Liangzhu jade is on show in Palace Museum
Liangzhu artifacts are on display in the Palace Museum in Beijing through October 20. The exhibition includes 300 pieces from museums across China.
Hangzhou’s Liangzhu ruins were inscribed onto the UNESCO World Heritage list during the 43rd session of the World Heritage Committee in Baku, Azerbaijan early this month.
Liangzhu State stretched over most of the Yangtze River Delta, with Liangzhu city located in Hangzhou’s Yuhang District.
The Neolithic civilization dates back as much as 5,000 years. As an early regional state with a unified belief system and a rice-based agriculture, Liangzhu was an urban civilization with complex functions and structures.

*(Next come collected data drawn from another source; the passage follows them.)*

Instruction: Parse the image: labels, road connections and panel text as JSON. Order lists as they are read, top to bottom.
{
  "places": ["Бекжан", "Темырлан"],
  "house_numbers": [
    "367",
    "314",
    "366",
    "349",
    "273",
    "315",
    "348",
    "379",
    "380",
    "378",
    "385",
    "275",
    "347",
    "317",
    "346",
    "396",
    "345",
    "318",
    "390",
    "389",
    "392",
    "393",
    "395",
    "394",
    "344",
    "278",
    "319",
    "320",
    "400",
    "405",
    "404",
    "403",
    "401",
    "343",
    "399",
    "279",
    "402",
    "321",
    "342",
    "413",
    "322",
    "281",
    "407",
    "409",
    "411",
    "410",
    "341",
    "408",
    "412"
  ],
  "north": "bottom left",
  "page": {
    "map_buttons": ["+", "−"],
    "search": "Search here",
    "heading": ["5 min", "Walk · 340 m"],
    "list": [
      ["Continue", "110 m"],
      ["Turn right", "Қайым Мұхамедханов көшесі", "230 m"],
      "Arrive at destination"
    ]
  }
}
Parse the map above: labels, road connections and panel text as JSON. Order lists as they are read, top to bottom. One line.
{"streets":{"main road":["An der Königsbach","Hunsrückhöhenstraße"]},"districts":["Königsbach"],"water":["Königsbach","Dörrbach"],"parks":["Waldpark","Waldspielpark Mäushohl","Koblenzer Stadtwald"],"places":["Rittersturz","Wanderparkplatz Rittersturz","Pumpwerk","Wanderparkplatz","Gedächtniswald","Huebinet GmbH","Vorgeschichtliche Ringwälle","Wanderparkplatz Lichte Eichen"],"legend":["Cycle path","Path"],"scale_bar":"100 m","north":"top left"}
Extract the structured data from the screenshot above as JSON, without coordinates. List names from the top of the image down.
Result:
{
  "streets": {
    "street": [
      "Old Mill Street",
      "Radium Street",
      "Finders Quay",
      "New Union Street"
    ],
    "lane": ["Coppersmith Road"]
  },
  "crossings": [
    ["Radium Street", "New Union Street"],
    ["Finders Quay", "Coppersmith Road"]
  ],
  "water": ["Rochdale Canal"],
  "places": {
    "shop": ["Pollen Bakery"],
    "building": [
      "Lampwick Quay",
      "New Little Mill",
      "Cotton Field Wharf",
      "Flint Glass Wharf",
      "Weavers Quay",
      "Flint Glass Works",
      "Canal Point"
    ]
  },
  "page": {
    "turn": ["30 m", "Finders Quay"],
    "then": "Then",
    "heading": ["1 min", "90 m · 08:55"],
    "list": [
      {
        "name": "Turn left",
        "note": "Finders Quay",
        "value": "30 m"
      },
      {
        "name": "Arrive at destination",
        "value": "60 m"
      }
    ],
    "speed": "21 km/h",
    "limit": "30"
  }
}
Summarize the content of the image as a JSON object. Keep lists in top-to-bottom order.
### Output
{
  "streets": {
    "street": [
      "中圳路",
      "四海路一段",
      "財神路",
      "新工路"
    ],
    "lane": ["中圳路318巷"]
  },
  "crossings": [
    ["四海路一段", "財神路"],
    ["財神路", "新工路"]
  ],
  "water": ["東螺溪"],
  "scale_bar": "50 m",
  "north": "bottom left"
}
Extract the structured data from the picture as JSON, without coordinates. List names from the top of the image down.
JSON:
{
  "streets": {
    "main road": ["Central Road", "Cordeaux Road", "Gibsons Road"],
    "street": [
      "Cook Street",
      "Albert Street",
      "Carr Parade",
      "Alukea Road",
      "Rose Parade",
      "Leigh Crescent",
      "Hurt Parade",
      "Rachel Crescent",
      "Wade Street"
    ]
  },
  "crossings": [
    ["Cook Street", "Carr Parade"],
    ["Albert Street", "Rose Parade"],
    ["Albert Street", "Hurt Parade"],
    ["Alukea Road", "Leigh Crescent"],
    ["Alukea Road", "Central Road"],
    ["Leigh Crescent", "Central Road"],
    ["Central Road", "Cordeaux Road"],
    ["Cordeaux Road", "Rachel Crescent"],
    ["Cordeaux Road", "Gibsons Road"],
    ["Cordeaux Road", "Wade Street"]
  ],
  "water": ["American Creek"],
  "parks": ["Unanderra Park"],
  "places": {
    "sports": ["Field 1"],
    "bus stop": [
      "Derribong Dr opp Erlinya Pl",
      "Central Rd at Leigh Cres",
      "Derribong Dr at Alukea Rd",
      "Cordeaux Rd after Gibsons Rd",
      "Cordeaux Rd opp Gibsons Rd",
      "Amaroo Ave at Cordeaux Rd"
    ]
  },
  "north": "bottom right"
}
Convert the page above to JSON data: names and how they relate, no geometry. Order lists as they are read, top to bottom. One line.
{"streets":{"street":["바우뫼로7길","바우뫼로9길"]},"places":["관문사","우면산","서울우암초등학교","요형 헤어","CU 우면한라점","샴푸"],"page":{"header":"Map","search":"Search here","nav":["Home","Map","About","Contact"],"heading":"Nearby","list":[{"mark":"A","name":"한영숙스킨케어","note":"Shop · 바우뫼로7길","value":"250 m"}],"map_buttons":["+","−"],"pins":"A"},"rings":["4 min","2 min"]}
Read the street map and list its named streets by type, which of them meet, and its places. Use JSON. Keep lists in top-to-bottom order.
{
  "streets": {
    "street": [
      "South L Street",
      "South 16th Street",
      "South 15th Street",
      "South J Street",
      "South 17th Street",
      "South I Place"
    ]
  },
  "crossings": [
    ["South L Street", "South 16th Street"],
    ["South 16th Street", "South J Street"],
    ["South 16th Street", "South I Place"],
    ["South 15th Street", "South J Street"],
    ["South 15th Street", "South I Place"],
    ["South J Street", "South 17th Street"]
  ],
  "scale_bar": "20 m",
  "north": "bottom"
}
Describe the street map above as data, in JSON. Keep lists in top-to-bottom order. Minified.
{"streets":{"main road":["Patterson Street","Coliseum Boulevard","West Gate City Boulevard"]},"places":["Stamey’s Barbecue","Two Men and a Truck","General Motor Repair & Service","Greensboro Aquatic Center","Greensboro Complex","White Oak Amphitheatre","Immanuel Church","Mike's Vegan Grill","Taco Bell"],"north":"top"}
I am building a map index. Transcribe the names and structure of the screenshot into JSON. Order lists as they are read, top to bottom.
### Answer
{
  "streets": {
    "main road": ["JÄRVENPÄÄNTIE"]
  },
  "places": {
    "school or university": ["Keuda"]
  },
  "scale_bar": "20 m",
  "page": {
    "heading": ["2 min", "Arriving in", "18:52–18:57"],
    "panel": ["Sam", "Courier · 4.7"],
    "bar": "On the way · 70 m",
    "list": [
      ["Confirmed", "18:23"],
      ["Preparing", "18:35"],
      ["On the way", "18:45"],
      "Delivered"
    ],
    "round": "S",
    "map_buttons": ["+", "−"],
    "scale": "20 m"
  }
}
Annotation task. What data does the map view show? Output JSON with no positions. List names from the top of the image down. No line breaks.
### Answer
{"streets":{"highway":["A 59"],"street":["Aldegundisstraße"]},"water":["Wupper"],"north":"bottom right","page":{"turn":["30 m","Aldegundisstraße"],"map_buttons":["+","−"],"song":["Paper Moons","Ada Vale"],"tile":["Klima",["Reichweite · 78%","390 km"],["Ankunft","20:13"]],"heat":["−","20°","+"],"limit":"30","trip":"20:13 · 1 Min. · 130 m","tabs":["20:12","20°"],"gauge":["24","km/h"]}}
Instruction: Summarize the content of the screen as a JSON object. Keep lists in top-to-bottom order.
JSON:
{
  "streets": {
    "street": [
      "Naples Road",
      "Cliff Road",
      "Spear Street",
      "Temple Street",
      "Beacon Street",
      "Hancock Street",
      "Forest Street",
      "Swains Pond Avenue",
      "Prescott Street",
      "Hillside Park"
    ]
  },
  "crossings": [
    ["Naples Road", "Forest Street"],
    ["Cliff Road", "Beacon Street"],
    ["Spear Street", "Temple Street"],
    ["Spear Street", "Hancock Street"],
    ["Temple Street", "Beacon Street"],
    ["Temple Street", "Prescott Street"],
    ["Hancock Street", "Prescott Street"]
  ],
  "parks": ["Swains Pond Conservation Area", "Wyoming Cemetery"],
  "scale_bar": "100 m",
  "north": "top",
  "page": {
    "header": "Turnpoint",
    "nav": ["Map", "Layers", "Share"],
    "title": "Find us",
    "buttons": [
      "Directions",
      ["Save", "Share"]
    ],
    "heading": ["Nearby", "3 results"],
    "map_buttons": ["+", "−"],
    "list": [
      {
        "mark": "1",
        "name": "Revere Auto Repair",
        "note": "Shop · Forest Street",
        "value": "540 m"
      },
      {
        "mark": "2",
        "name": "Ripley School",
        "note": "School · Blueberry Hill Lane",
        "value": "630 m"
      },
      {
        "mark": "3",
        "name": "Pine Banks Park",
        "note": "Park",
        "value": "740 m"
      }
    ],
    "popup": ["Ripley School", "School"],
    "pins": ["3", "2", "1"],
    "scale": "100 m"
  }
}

“The Palace Museum has its own Liangzhu collection and has been concerned with its excavation for a long time. The exhibition lasts from summer vacation to October, to allow more young people to visit,” said Shan Jixiang, former curator of the Palace Museum.
Jade accounts for the majority of the exhibition. Jade is the hallmark of Liangzhu, and its craftsmanship is considered the pinnacle of Neolithic jade skills in China.
Liangzhu State has been under archeological excavation for more than 80 years. Tombs and ritual relics have been unearthed with a large number of jade objects within. It had social classes, and the best articles were only unearthed in the burial sites of the elite.
Highlights of the exhibition are two jade articles discovered in the tomb of a Liangzhu king.
The king’s yucong, a large jade cylinder with a hole in the middle, weighing 6.5 kilograms, has deity and mythical creature motifs typical of agricultural civilizations. Its shape is believed to symbolize the cosmology of the ancient Liangzhu people.
The same motifs appear on jade and ivory articles, but are rarely engraved on pottery or stone burial objects. Different sizes of yucong have been found across the Yangtze River Delta, but those found in Liangzhu are the largest and best preserved. The lines are so fine and smooth that it is impossible to imagine how ancient artisans carved such delicate patterns with primitive stone tools.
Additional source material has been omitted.